長野市若穂綿内のメダカ池で野生メダカ(1月25日号掲載)を撮影中、アメリカザリガニが突然現れた。メダカを狙いに来たのだろうか、大小数匹が水草の間を行ったり来たりしていた。 池には昨年度、綿内小学校2年礼組の子どもたちが、生活科の授業で20回以上訪れた。「自然を通し、教室の中や既存の遊びにはない多くのものを学んだ」と担任の西沢亮太先生(25)。9月末には、女子児童が道中の水路でアメリカザリガニを捕まえた。おなかに卵がいっぱいでクラスに持ち帰り飼育。秋の終りごろ卵はふ化し、現在数えきれないほど多くの小さな子が元気に育っている。
子どもたちに人気の一方であぜに穴をあけるなど農家にとっては厄介者。名の通り原産地が北米の外来生物。体長10センチほどで、水生の小昆虫や植物、小魚など何でも食べる。日本には、昭和のはじめごろ食用ウシガエルの餌として移入、養殖池から逃げ出し野生化したとされる。旺盛な繁殖力からその後30年ほどで全国に分布を拡大、県内でも一円に生息する。
国内にはアメリカザリガニのほか、北海道や東北の冷涼な水辺に在来のニホンザリガニが生息する。ほぼ重複するように生息する外来のウチダザリガニは、住み家や餌の競合、漁業被害などが懸念され、国の特定外来生物に指定、飼育や譲渡、放出などが規制されている。

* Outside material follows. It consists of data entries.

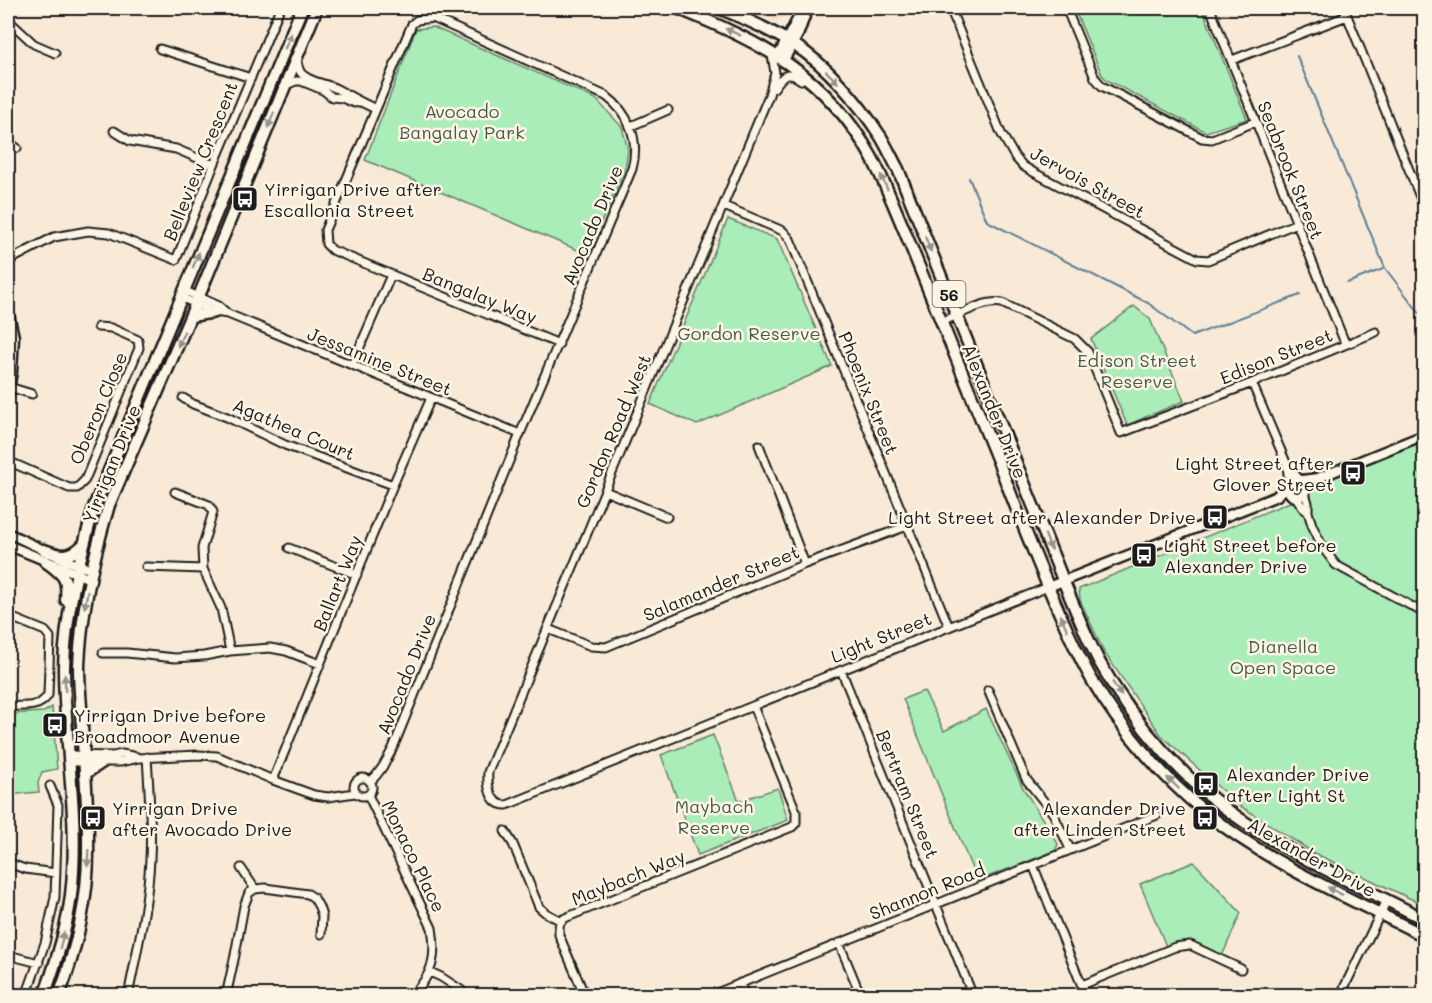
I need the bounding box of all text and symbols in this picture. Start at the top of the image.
one-way arrow [724,27,741,36]
one-way arrow [283,32,293,50]
one-way arrow [824,70,838,84]
street label: Belleview Crescent [157,78,243,244]
street label: Seabrook Street [1252,97,1330,243]
park label: Avocado Bangalay Park [399,99,525,144]
one-way arrow [266,111,275,129]
street label: Jervois Street [1026,141,1150,223]
street label: Avocado Drive [556,161,628,289]
one-way arrow [880,174,889,191]
place label: Yirrigan Drive after Escallonia Street [264,177,442,222]
bus stop icon: Yirrigan Drive after Escallonia Street [230,184,260,214]
one-way arrow [923,236,933,254]
one-way arrow [191,250,201,268]
street label: Bangalay Way [419,261,541,329]
road number: 56 [932,281,966,307]
street label: Jessamine Street [304,321,456,401]
park label: Gordon Reserve [677,321,821,345]
street label: Edison Street [1216,322,1336,390]
street label: Phoenix Street [833,328,905,458]
one-way arrow [175,330,185,348]
street label: Alexander Drive [957,340,1033,482]
street label: Oberon Close [63,348,133,468]
park label: Edison Street Reserve [1077,348,1197,393]
street label: Gordon Road West [570,350,656,512]
street label: Agathea Court [229,392,359,466]
street label: Yirrigan Drive [76,401,146,527]
place label: Light Street after Glover Street [1175,451,1334,496]
bus stop icon: Light Street after Glover Street [1338,458,1368,488]
bus stop icon: Light Street after Alexander Drive [1200,502,1230,532]
place label: Light Street after Alexander Drive [888,505,1196,529]
street label: Ballart Way [307,531,367,635]
place label: Light Street before Alexander Drive [1164,533,1337,578]
one-way arrow [1043,534,1053,552]
street label: Salamander Street [639,539,803,627]
bus stop icon: Light Street before Alexander Drive [1129,540,1159,570]
one-way arrow [81,591,90,610]
street label: Light Street [827,606,935,668]
street label: Avocado Drive [371,610,441,738]
one-way arrow [1059,614,1068,632]
park label: Dianella Open Space [1230,634,1336,679]
one-way arrow [60,674,69,693]
one-way arrow [1111,681,1122,697]
place label: Yirrigan Drive before Broadmoor Avenue [74,703,266,748]
bus stop icon: Yirrigan Drive before Broadmoor Avenue [40,710,70,740]
street label: Bertram Street [871,726,945,862]
place label: Alexander Drive after Light St [1226,762,1369,807]
bus stop icon: Alexander Drive after Light St [1191,769,1221,799]
one-way arrow [1166,776,1181,790]
park label: Maybach Reserve [675,794,753,839]
place label: Yirrigan Drive after Avocado Drive [112,796,292,841]
street label: Monaco Place [377,796,451,916]
place label: Alexander Drive after Linden Street [1013,796,1186,841]
bus stop icon: Yirrigan Drive after Avocado Drive [78,803,108,833]
bus stop icon: Alexander Drive after Linden Street [1190,803,1220,833]
street label: Alexander Drive [1243,812,1381,902]
street label: Maybach Way [568,843,688,911]
one-way arrow [83,848,93,867]
street label: Shannon Road [866,857,988,925]
one-way arrow [1326,886,1343,895]
one-way arrow [57,931,67,949]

ウチダザリガニは県内の東信、中信、南信のダム湖や河川でも確認されている。2011年から県環境保全研究所が調査を続けている南信のダム湖では増殖を続け、ピークの13年には「推定約2万匹」(北野聡主任研究員)とされた。しかし、同時に駆除も進めた成果か「昨年は調査開始時の約3千匹まで減った」という。
日本の生態系を破壊し、法律で規制されるウチダザリガニ。アメリカザリガニも県の漁業調整規則でブラックバスやブルーギルとともに知事の許可なしに移植することは禁じられている。